Plos One has yet to offer any further explanation or plans going forward, but readers are quick to point fingers at the journal's open-access status. 

Unlike other scientific journals, such as Nature or Science, that require a subscription, Plos One is free to all. Some in the academic field turn their noses up at the concept, seeing open-access journals as irrelevant wannabes in the world of science publications. 

“There’s a feeling in the community that open access comes with no review, but that’s not true,” Jonathan Eisen, chair of PLOS Biology’s advisory board and an advocate for open-access publications, tells Wired. “I don’t think this will mean anything for open access journals, and it shouldn’t, because it happens at top journals too.”

But because formal journals rarely address social-media criticisms, they are able to avoid the same negative spotlight, explains Dr. Eisen.

“PLOS ONE should be handling this better to break the myth,” adds Eisen. “They’re one of the bigger open-access journals, so they need to be more careful.” 

Fellow Plos One authors feel the public relations heat as well. 

“Great,” commented DanMadularu on Thursday in response to the retraction, “But an explanation is owed to the scientific community (especially those of us who published here), as to why/how this happened, as it will put doubt on every article that has been, and will be published here.” 

PLOS ONE itself published a study on the frequency of retracted studies in 2012. Authors Michael Grieneisen and Minghua Zhang from Wenzhou Medical College analyzed 4,449 scholarly publications retracted between 1928 and 2011. 

The rate of retracted articles gradually increased between 1980 and 2000, but “was followed by a period of increasing numbers of retractions per year,” say the authors.
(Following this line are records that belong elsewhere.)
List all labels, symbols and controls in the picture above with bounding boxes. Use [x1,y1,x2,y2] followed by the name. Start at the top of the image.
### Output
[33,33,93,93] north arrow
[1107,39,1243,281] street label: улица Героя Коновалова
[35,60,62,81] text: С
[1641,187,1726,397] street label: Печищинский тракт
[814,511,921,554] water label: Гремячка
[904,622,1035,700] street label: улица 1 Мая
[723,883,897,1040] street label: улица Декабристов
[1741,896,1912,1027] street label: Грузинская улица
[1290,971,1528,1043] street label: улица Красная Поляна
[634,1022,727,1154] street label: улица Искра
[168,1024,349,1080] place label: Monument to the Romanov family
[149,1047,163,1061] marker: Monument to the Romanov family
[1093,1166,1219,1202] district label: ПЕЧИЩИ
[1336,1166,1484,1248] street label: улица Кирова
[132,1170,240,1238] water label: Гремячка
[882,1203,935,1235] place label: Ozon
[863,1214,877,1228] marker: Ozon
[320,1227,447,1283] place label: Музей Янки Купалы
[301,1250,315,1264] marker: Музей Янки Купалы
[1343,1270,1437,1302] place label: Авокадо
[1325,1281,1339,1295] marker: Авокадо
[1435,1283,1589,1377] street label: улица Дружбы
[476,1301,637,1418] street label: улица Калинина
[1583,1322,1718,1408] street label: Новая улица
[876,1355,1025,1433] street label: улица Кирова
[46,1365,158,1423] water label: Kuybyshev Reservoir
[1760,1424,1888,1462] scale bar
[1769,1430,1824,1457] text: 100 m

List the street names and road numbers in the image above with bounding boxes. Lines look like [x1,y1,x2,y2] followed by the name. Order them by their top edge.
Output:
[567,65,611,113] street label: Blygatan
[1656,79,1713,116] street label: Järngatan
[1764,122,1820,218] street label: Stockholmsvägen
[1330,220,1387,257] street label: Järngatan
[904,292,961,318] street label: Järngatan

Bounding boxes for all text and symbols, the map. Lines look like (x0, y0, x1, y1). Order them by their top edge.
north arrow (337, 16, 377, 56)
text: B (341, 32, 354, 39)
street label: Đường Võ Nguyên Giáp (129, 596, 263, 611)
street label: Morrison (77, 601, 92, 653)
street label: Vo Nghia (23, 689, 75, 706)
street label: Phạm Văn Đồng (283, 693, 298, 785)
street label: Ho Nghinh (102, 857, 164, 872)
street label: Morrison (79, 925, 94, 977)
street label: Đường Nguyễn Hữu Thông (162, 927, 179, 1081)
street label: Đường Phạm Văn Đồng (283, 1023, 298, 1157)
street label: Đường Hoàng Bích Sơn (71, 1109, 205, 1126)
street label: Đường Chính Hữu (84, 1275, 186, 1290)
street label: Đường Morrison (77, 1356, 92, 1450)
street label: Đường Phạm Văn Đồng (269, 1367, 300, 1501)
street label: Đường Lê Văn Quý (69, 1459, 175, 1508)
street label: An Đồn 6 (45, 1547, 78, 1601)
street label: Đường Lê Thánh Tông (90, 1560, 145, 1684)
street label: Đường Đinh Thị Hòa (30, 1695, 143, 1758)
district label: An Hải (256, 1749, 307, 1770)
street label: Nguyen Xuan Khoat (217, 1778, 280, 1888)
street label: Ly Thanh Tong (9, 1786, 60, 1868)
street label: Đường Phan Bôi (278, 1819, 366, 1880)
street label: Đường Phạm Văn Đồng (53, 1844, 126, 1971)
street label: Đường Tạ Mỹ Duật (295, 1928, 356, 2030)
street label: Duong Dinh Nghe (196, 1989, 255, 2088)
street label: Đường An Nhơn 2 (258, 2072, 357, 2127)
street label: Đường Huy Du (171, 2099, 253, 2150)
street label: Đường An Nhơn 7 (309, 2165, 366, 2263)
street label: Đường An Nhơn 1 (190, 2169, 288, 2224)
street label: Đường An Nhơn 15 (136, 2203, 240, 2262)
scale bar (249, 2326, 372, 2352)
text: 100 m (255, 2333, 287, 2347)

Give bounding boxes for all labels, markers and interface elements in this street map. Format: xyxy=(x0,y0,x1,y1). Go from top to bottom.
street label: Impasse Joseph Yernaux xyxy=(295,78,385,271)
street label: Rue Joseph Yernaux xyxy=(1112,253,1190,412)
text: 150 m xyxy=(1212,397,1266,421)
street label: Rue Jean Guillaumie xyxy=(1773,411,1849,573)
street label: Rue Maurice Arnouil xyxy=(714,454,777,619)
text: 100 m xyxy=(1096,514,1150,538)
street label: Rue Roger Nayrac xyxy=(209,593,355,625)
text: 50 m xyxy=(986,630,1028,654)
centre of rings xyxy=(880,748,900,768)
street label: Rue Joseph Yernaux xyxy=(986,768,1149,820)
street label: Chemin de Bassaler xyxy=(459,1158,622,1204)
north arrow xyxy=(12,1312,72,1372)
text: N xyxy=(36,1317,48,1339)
The turn of the century has seen over a 19 percent increase in retractions, or almost a 16 percent increase in retractions if excluding repeat offenders. And during this same period, Chinese authors have had far more retractions than their US, EU-27, and Japanese counterparts.  

While 4,449 retracted articles may seem like a lot, but the study’s authors argue that – in the overall picture – it is actually pretty encouraging. One estimate suggests that 1.8 million scientific papers are published each year in about 28,000 journals. 

“Though widespread, only miniscule percentages of publications for individual years, countries, journals, or disciplines have been retracted,” the authors explain. 

One PLOS ONE commenter, jorge_ibannez, referred to the retraction as an opportunity for the peer-reviewing process.

“This event can eventually turn into an overall positive outcome if such policy of full transparency is made default for all submissions,” he wrote. “The review process is an integral part of scientific knowledge production, and this secrecy-based policy is no longer sustainable … This is an ill-defined chicken-and-egg problem, and someone has to start rolling the snowball for anything to start to change.”